Interest rates are rising based on the perception that inflation is set to increase. (inflation is a major determinant in longer-term interest rates.) These expectations are, in turn, a byproduct of an economy that continues to gain steam. So, isn’t this good news? Yes, usually. However, the pace and rate of inflation is the actual concern. As the markets try to figure this out, we get the interest rate shakes – disruptions in bond and equity markets.

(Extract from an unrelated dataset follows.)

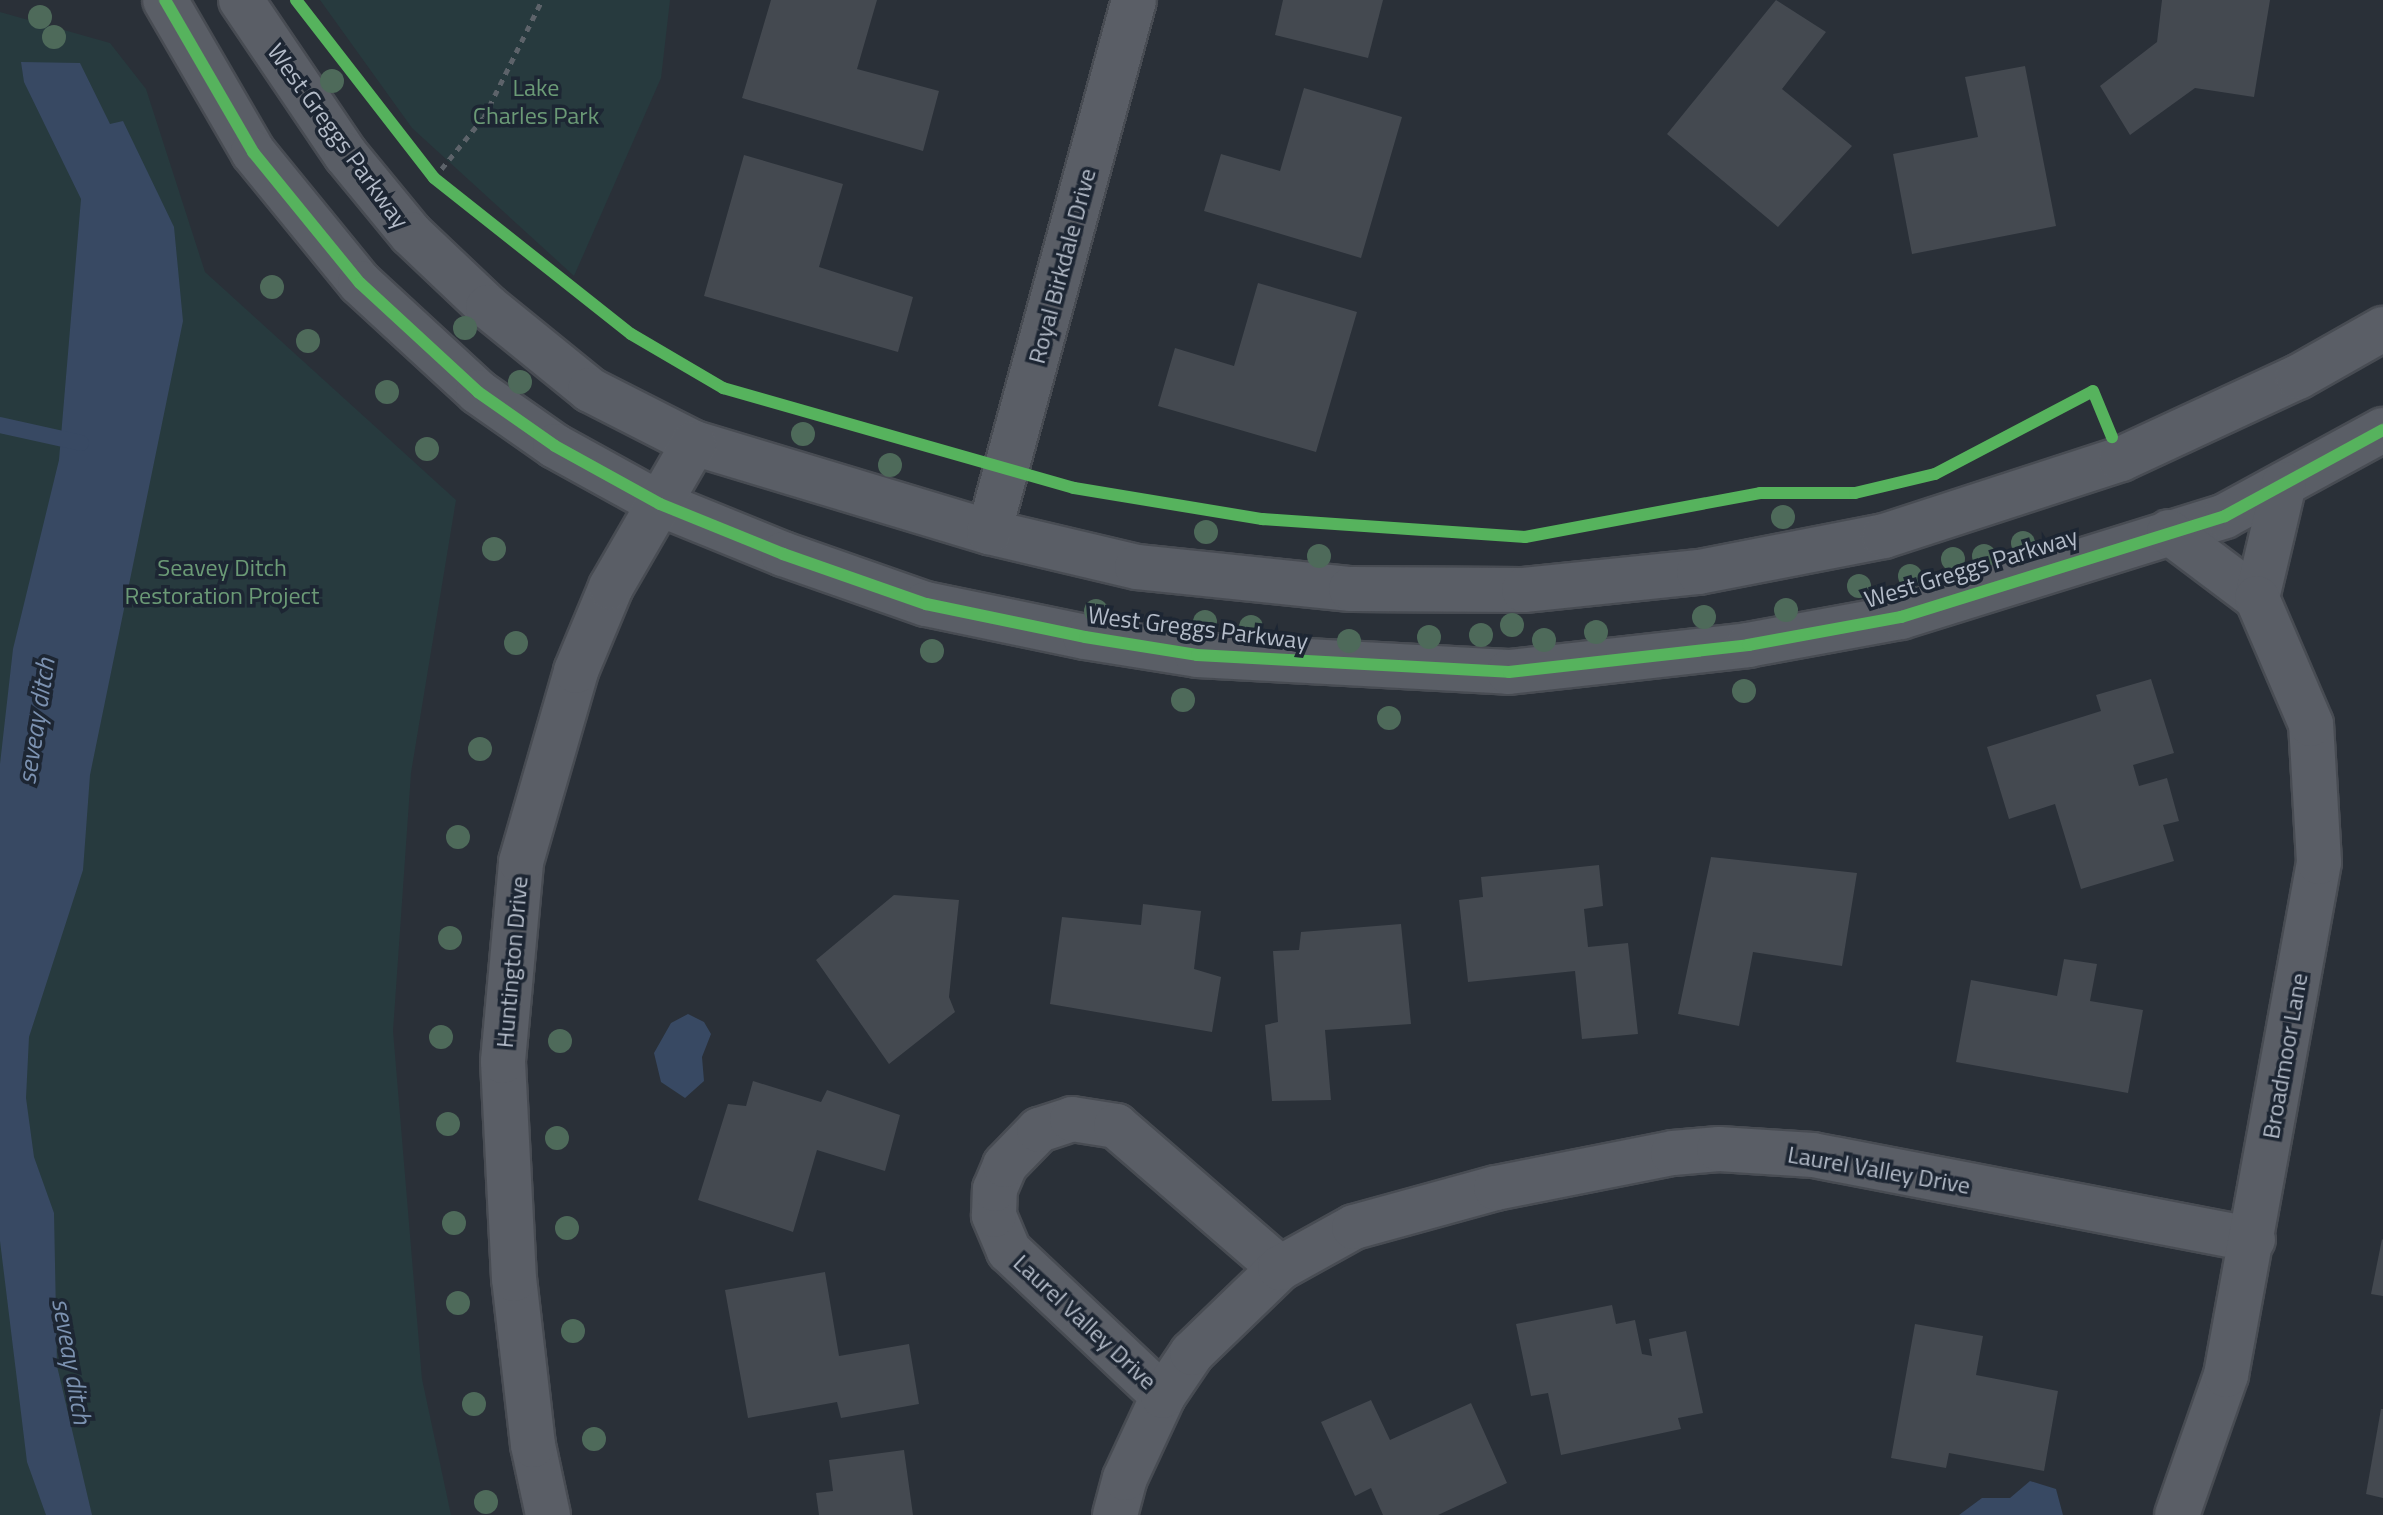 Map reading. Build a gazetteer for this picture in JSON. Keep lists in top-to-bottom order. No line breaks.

Source: Bloomberg. Past performance may not be indicative of future results. Inflation in this chart is defined as the Personal Consumption Expenditure (“PCE”), which is a measure is the component statistic for consumption in gross domestic product (GDP) collected by the United States Bureau of Economic Analysis (BEA). It consists of the actual and imputed expenditures of households and includes data pertaining to durable and non-durable goods and services. It is essentially a measure of goods and services targeted towards individuals and consumed by individuals.
Commonly held wisdom suggests that rising inflation/interest rates hurt equities in the sense that equity valuations levels (i.e., Price to Earnings (P/E) ratios) should decline. However, this is somewhat exaggerated in that equity P/Es decline not just on higher interest rates, but also on elevated risks, such as Fed tightening (i.e., increase in Fed Funds rates) or economic weakness. Neither of those risks appear to be an imminent threat.
Regarding Fed tightening, the Federal Reserve is on record stating that they have entered a new era regarding inflation expectations. Historically, they have determined that inflation should be 2%, thereby starting to increase rates prior to those levels. The end result has been that inflation has rarely actually hit and held at the 2% level as seen in the provided exhibit. This also suggests that economic growth could have been stronger if the Fed let inflation climb higher. The new Fed policy entails an “average inflation” targeting at or above 2%. This means they will let inflation run longer and hotter before raising Fed Funds rates in an effort to curb inflation and slow the economy. The end result is a Fed induced economic slowdown is not an imminent threat.
These factors and others suggest we are early in a new economic expansion with lots of economic tailwinds.
It is important to note that domestic corporate earnings (i.e., S&P 500) and prices generally peak at the end of expansions. As we appear to be at the beginning of a new economic expansion, this suggests a longer road ahead for equities. While a recent approximate 4% slide in domestic equities is unnerving, it should be considered in the context that the S&P 500 averages 3 to 4 declines per year of over 5%. Interest rates should continue to increase, but risk assets are still currently poised for more gains. Fixed income should continue to be considered for its overall lower risk anchor in portfolios. And, there are still some areas within fixed income that are relatively attractive.
Our investment team continues evaluate and will provide updates as newsworthy events unfold. In the meantime, please contact your CWM Advisor or any member of your CWM wealth advisory team for any additional guidance or answers to any questions you may have.
U.S. 10-Year Treasury: A bond issued by U.S. government for borrowing money; it is widely accepted as a proxy for many other important financial matters, such as mortgage rates.
S&P 500: Widely regarded as the best single gauge of large-cap U.S. equities. There is over USD 9.9 trillion indexed or benchmarked to the index, with indexed assets comprising approximately USD 3.4 trillion of this total. The index includes 500 leading companies and covers approximately 80% of available market capitalization.
P/E Ratio: is the ratio for valuing a company that measures its current share price relative to its per-share earnings.